[Start of section]

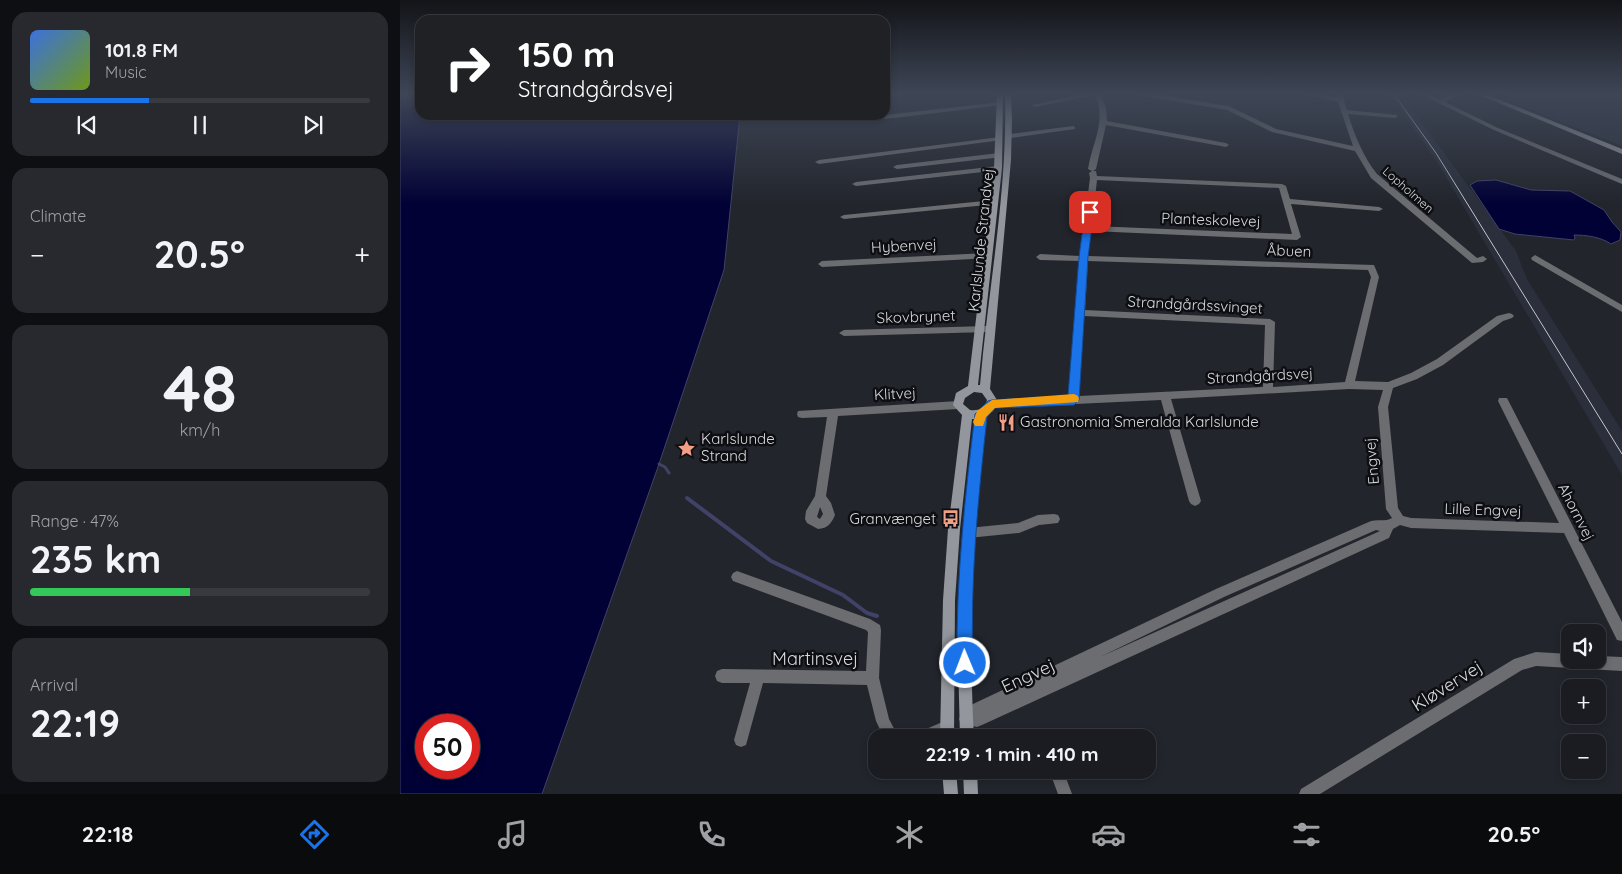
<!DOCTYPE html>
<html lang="en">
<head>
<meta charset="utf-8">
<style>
  body { margin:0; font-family:Quicksand,sans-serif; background:#27292e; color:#f1f3f6; height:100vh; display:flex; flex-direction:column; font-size:19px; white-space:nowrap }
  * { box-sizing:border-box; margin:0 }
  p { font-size:16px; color:#9fa1a5 }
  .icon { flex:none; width:28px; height:28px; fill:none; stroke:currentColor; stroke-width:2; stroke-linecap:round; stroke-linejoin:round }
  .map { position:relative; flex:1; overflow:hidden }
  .panel { display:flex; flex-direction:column; gap:12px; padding:12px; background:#0e0f12; width:400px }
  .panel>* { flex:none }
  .hud { position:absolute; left:15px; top:15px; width:475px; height:105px; border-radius:15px; box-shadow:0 2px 8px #0003,0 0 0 1px #383a3f; background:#202124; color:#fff; overflow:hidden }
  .fabs { position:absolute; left:1161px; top:624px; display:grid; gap:10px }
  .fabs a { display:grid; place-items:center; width:45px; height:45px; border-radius:10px; background:#1a1c21; box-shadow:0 2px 8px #0003,0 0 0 1px #383a3f; font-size:25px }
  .speed { position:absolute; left:15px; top:714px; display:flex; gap:10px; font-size:25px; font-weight:700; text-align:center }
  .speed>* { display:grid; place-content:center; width:65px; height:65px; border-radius:50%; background:#1a1c21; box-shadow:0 2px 8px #0003,0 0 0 1px #383a3f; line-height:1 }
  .speed .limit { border:8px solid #d22; background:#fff; color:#111 }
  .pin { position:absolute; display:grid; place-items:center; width:42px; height:42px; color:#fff; margin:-21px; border-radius:10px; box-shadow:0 2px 8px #0006 }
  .me { position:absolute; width:55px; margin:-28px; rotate:359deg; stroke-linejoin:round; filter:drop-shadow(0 0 4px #0008) }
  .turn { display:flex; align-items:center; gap:18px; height:105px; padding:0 20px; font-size:22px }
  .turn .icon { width:65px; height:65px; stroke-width:2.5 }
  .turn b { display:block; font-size:35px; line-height:42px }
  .big { font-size:38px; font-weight:800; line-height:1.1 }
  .panel .widget { flex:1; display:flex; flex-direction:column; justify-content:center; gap:8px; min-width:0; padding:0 18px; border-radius:15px; background:#27292e }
  .panel .dial { align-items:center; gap:0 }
  .dial b { font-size:65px; line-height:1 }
  .song { display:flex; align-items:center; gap:15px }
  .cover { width:60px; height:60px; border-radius:8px; background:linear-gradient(135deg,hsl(220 70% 55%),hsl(80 70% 35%)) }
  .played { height:5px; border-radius:2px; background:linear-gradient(90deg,#1a73e8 35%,#383a3f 35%) }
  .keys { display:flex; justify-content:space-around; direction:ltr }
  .heat { display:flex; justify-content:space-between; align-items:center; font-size:28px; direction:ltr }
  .charge { height:8px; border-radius:4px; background:linear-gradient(90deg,#34c759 47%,#383a3f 0) }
  .trip { position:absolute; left:468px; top:729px; width:288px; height:50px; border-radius:15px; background:#1a1c21; box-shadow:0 2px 8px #0003,0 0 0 1px #383a3f; font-weight:800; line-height:50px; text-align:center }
  .tabs { display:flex; height:80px; justify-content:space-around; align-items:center; background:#0a0b0d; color:#9fa1a5 }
  .tabs .icon { width:35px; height:35px }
  .tabs .on { color:#1a73e8 }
  .tabs b { font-size:22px; color:#f1f3f6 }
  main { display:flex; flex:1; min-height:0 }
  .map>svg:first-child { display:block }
</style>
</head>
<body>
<main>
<section class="panel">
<div class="widget">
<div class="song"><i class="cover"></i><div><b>101.8 FM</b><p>Music</p></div></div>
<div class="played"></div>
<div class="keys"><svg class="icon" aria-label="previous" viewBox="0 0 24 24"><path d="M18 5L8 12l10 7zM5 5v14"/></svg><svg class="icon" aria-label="pause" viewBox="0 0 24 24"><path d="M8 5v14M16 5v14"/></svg><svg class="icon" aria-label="next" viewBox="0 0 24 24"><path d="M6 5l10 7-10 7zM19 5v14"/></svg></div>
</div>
<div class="widget"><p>Climate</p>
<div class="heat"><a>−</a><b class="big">20.5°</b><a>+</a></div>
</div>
<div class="widget dial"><b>48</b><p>km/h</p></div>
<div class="widget"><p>Range · 47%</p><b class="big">235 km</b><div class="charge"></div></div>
<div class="widget"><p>Arrival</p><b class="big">22:19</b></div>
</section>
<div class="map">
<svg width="1222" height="794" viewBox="0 0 1222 794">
  <rect width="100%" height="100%" fill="#22252c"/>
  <g fill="#2a2f3b">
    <polygon points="988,93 1000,93 1116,251 1127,279 1222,431 1222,475 1036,160"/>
    <polygon points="1114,93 1222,93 1222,146 1104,99"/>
  </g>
  <g fill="#010135" stroke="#414267" fill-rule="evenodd">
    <path d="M0 93H20V115H340L324 270 259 464 142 794H0ZM26 725H69V768H26Z"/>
    <path d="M1096 180 1131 190 1170 191 1204 210 1212 222 1221 232 1220 240 1211 244C1201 237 1186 235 1174 235L1175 238 1174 240 1115 234 1099 229 1070 185 1077 181Z"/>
  </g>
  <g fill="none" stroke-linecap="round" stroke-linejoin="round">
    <polyline stroke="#414267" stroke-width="3" points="259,464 265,467 269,473"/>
    <polyline stroke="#414267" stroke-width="4" points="287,498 371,561 443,595 467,613 477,616"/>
    <g fill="#6b6d70" fill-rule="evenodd">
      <polygon points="485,93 503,93 485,97"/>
      <path d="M688 93H700L706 108 707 121 826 143 829 145 826 147 706 125 696 169 693 171H696L697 176 882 184 886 186 890 199 979 207 983 209 979 211 891 204 901 237 897 240 691 231 688 256 974 265 979 277 955 381 988 382 1011 373 1037 359 1097 316 1109 313 1112 314 1114 316 1112 318 1103 321 1043 365 1017 379 993 388 988 407 998 508 1003 516 1011 518 1159 523 1098 401 1099 398H1107L1222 622V641L1217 640 1164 533 1011 528 1000 525 993 529 989 538 582 725 577 727 561 724 559 719 561 714 573 704 816 589 971 521C978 519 985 522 992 518L986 509 978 407 983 390 949 389 771 399 801 501 799 504 795 506 791 504 789 501 761 400 592 408 588 407 587 404 588 401 592 400 669 396 680 261 640 260 636 257 640 254 680 256 690 178 689 173 692 171 688 169C692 143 707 121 695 95L635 107 632 105ZM697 180 879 188 892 234 692 226ZM688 261 968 270 971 277 945 382 873 387 875 322 870 319 685 310ZM684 316 865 325 863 387 679 396ZM976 530 980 531 700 657 824 597Z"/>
      <path d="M734 93H748L829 106 876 129 953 146 938 102 899 93H911L937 98 936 93H942L947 110 997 115V117L995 118 948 114C955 136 963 156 977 174L1077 258 1083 256 1087 259 1083 262 1072 263 971 178 955 151 872 132 827 110 737 95Z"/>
      <polygon points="1018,93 1026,93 1040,99 1055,93 1063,93 1045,102 1098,128 1222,179 1222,184 1094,130"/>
      <polygon points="601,102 603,103 603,105 485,119 482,117 485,115"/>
      <polygon points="673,126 675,127 675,129 610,138 607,136 610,134"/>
      <polygon points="600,137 602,138 602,140 419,164 415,162 419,160"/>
      <polygon points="599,153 602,153 602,157 497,169 493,167 497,165"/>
      <polygon points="598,166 601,166 601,170 456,186 452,184 456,182"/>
      <polygon points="594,200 597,200 597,204 444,219 440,217 444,215"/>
      <polygon points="588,253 591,254 591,258 422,267 418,264 422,261"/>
      <polygon points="1135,255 1222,305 1222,312 1132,260 1131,258"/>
      <polygon points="588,326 593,329 588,332 444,336 439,333 444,330"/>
      <path d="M558 401 562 402 563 405 562 408 558 409 438 416 426 496 431 503 435 515C431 524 428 528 418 529L407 523 405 519 406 511 415 496 427 417 402 418 398 417 397 414 398 411ZM420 507 423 514 420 519 417 517Z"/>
      <polygon points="654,514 658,515 660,519 658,523 639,525 619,533 568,538 564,537 562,533 564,529 568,528 618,523 638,515"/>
      <polygon points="337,571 470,619 480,625 481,630 479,678 489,719 499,738 484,738 476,721 467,685 363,683 346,745 341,747 336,745 334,740 350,683 322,683 317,681 315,676 317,671 322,669 466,671 468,632 466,630 333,581 331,577 333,573"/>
      <polygon points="1136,652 1170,654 1170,660 1198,660 1198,656 1222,657 1222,671 1136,666 1122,670 920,794 899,794 901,789 1114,659"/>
      <polygon points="547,720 552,722 554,727 552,732 539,738 515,738 517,733"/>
      <polygon points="649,770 663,770 672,794 658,794"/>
    </g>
    <g fill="#93969c" fill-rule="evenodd">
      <path d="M597 93H603L602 168 578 385H580C588 288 608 191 605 93H611L612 120 611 160 590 389 597 400 593 411 586 416 583 426C574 530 568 633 574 738H560L558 659 560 581 565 504 575 419H572L560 529 555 600 554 738H540L543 600 548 529 562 415 553 405 556 393 568 386 594 168ZM574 392 582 393 587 400C585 409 578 411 570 410L563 404 565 398Z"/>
      <polygon points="1075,93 1083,93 1222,149 1222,154"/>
      <polygon points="542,770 556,770 558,794 544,794"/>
      <polygon points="563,770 577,770 578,794 564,794"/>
    </g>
    <polyline stroke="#c4c6cb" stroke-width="1" points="993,93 1036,153 1222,454"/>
  </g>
  <linearGradient id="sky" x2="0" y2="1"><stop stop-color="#131418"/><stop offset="0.46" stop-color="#3e4656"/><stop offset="1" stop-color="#3e4656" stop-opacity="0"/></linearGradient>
  <rect width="1222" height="204" fill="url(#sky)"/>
  <path fill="#1a73e8" stroke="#114b97" d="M690 209 694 212 688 257 679 400 674 405 595 408 587 417C578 499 570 580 573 663L570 668 565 671 560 668 557 663C556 579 565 497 575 414L588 401 592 400 668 396 679 257 685 212Z"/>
  <polygon fill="#f59e0b" points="674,394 678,396 679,399 678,402 595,408 586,417 583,426 575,426 573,422 577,411 592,400"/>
  <defs>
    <symbol id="restaurant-bare" viewBox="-9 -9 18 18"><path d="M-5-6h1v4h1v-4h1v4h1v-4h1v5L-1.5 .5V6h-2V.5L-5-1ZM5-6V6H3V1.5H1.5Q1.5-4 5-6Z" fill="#f39f85" stroke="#0d0e11" stroke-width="2.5" paint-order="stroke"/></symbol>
    <symbol id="sight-bare" viewBox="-9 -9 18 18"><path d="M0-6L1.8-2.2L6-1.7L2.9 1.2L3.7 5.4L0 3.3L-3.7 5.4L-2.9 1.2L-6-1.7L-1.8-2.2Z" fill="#f39f85" stroke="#0d0e11" stroke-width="2.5" paint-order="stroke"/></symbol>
    <symbol id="bus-bare" viewBox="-9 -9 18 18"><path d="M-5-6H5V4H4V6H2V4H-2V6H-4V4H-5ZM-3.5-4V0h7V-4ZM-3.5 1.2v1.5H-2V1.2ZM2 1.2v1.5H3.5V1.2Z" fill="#f39f85" stroke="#0d0e11" stroke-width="2.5" paint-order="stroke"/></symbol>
  </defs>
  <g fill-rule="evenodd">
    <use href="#restaurant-bare" x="594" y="410" width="25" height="25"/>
    <use href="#sight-bare" x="274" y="436" width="25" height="25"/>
    <use href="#bus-bare" x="538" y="506" width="25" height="25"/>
  </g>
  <g text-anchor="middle" stroke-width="5" stroke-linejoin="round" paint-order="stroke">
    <g font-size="12" fill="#d7d9dd" stroke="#0d0e11">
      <text transform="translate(1008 190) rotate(41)" y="4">Lopholmen</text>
    </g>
    <g font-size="15" fill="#d7d9dd" stroke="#0d0e11">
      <text transform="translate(811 220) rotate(2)" y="5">Planteskolevej</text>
      <text transform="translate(581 240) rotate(-84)" y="5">Karlslunde Strandvej</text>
      <text transform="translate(504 246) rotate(-3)" y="5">Hybenvej</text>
      <text transform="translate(889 251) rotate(2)" y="5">Åbuen</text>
      <text transform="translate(795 305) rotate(3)" y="5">Strandgårdssvinget</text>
      <text transform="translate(516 317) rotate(-2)" y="5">Skovbrynet</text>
      <text transform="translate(860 376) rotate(-3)" y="5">Strandgårdsvej</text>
      <text transform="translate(495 394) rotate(-3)" y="5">Klitvej</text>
      <text transform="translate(972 461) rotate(-95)" y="5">Engvej</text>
      <text transform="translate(1083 510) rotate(2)" y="5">Lille Engvej</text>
      <text transform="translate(1176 512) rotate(63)" y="5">Ahornvej</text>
    </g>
    <g font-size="15" fill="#d7d9dd" stroke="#0d0e11" text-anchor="start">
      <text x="620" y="427">Gastronomia Smeralda Karlslunde</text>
      <text x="301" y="444">Karlslunde<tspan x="301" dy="17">Strand</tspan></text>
      <text x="536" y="524" text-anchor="end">Granvænget</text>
    </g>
    <g font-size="18" fill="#d7d9dd" stroke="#0d0e11">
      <text x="415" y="665">Martinsvej</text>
      <text transform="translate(628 676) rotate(-25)" y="6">Engvej</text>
      <text transform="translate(1047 686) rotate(-32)" y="6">Kløvervej</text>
    </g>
  </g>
</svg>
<div class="fabs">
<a><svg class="icon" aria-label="sound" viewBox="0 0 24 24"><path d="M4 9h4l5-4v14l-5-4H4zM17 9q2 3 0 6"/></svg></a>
<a>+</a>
<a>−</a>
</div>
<div class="speed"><div class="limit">50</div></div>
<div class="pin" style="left:690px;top:212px;background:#d93025"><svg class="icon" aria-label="arrive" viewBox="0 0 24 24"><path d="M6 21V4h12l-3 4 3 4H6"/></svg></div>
<svg class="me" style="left:565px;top:663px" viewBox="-20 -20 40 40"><circle r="17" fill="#1a73e8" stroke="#fff" stroke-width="3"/><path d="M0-11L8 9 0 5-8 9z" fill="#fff"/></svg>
<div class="trip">22:19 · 1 min · 410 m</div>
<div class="hud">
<div class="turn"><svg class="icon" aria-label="right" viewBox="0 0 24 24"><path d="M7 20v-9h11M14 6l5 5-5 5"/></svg><div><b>150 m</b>Strandgårdsvej</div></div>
</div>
</div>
</main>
<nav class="tabs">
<b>22:18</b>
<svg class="icon on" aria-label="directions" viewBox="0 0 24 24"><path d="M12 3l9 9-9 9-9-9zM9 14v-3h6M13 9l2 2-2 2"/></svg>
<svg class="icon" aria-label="music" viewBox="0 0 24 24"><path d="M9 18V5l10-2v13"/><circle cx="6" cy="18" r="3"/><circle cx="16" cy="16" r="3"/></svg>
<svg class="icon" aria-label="phone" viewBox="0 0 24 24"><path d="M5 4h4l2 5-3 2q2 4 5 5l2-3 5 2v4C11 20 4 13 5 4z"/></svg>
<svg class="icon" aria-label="climate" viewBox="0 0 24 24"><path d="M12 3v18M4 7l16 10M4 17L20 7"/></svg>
<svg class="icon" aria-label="car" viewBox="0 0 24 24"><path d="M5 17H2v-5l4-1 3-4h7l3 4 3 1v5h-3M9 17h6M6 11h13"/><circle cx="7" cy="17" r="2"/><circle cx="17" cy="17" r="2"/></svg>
<svg class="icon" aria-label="filters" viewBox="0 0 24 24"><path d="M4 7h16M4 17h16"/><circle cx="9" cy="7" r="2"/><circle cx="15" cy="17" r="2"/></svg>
<b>20.5°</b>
</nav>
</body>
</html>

[End of section]

What you will do: The answer should consist of every line from the listing above that includes the word "overflow".

Response to the task:
  .map { position:relative; flex:1; overflow:hidden }
  .hud { position:absolute; left:15px; top:15px; width:475px; height:105px; border-radius:15px; box-shadow:0 2px 8px #0003,0 0 0 1px #383a3f; background:#202124; color:#fff; overflow:hidden }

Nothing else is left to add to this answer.